On Tue, Nov 6, 2012 at 11:08 PM, Willy Tarreau <w...@1wt.eu> wrote:
>
> > I would say the periodic-request aspect of it is pretty trivial; you add a
> > timer to the event loop that expires in some configurable amount of time,
> > e.g. a bit before the last OCSP response expires, and you cache the result
> > until it expires or a more recent result overwrites it. Given that the
> > overhead of making a single OCSP request for the cert inside HAProxy is very
> > low, you can easily do this every few minutes with no perceivable overhead.
> > Obviously some logic re: failing requests and retrying has to be 
> > implemented,
> > which amounts to nothing more than a formulation for how much time to wait
> > until retrying again.
>
> I confirm that this part it clearly nothing.
>
> > The user should also be able to configure whether to
> > deliver an expired OCSP response or none at all in the case that an upstream
> > OCSP response cannot be received by the time the currently cached response
> > expires.
>
> That's one of the points of attention, I agree.
>
> > A single timer and single cache slot are used for each certificate chain. 
> > The
> > timer is reset with a new value when:
> > - a request fails; in this case we need
> >   to use our retry/backoff algorithm to decide how long to wait before
> >   retrying;
> > - a request succeeds; in this case we need to use our expires algorithm,
> >   which can be parameterized over the expiration time of the OCSP response, 
> > to
> >   decide how long to wait before trying to get a fresh response.
>
> Hmmm OK it's per certificate... Obviously in fact. So that probably means
> some funny mechanisms to connect to various places depending on the cert
> chain (eg: for those connecting via proxies, etc...).
>
> > One thing to keep in mind is that OCSP stapling in many libraries has (or
> > had, at one point) buggy or nonexistent support for OCSP payloads containing
> > multiple certificates,
>
> That's a very useful and interesting piece of information.
>
> > and a bit of research should be done prior to
> > implementation to discover the current state of the world in this regard.
>
> I agree!
>
> > I believe the official word at one point was that OCSP stapling of chains
> > should be accomplished by including the entire chain in the OCSP request,
> > delivering that compound OCSP response via the TLS Certificate Status 
> > Request
> > extension.
>
> And do you know how large this could be for average web sites ? Maybe
> there is a cross-over point where doing so has a more negative impact
> than letting the client check by itself ?

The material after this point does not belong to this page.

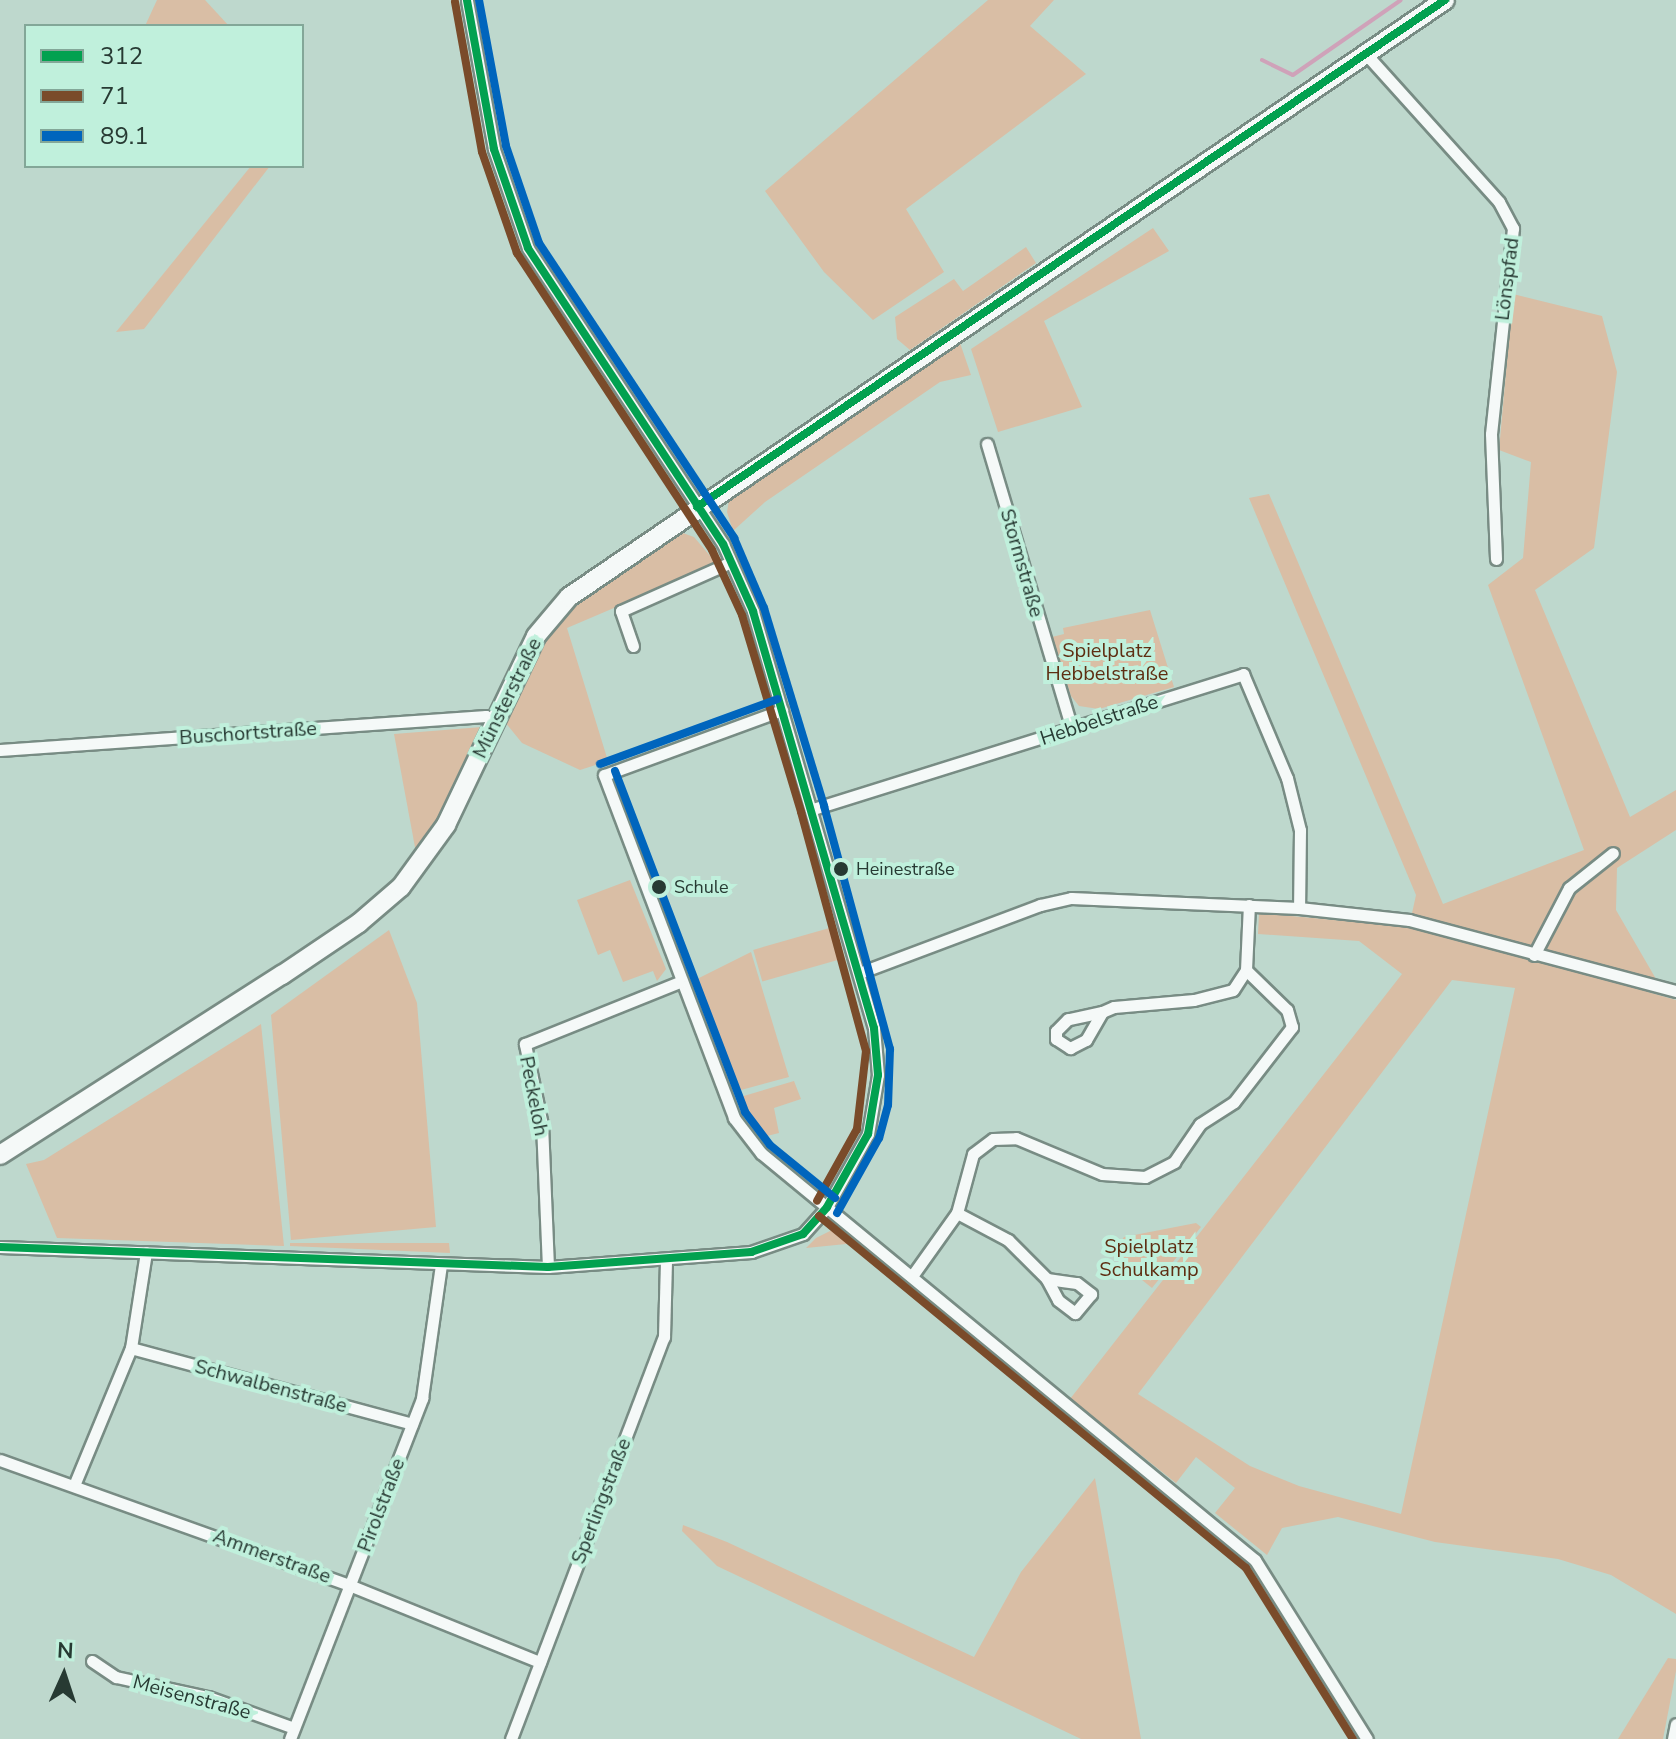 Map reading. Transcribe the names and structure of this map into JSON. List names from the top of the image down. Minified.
{"streets":{"main road":["Münsterstraße"],"street":["Lönspfad","Stormstraße","Hebbelstraße","Buschortstraße","Peckeloh","Schwalbenstraße","Sperlingstraße","Pirolstraße","Ammerstraße","Meisenstraße"]},"crossings":[["Lönspfad","Münsterstraße"],["Stormstraße","Hebbelstraße"],["Münsterstraße","Buschortstraße"],["Schwalbenstraße","Pirolstraße"],["Sperlingstraße","Ammerstraße"],["Pirolstraße","Ammerstraße"],["Pirolstraße","Meisenstraße"]],"parks":["Spielplatz Hebbelstraße","Spielplatz Schulkamp"],"places":["Heinestraße","Schule"],"lines":["transit line 312","transit line 89.1","transit line 71"],"legend":["312","71","89.1"],"north":"top"}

There might be such a point, but arguably one could let the user
decide when it is reached simply by enabling/disabling OCSP stapling.
Note also that it's pretty easy to imagine that each certificate could
have its own OCSP stapling options, which override whatever the
specified global defaults are. Running OCSP against a 3-cert chain, I
get a DER-encoded response that is 1866 bytes. In a typical
configuration this represents a negligible amount of caching and
bandwidth overhead.

>
>
> Thanks for your comments and suggestions!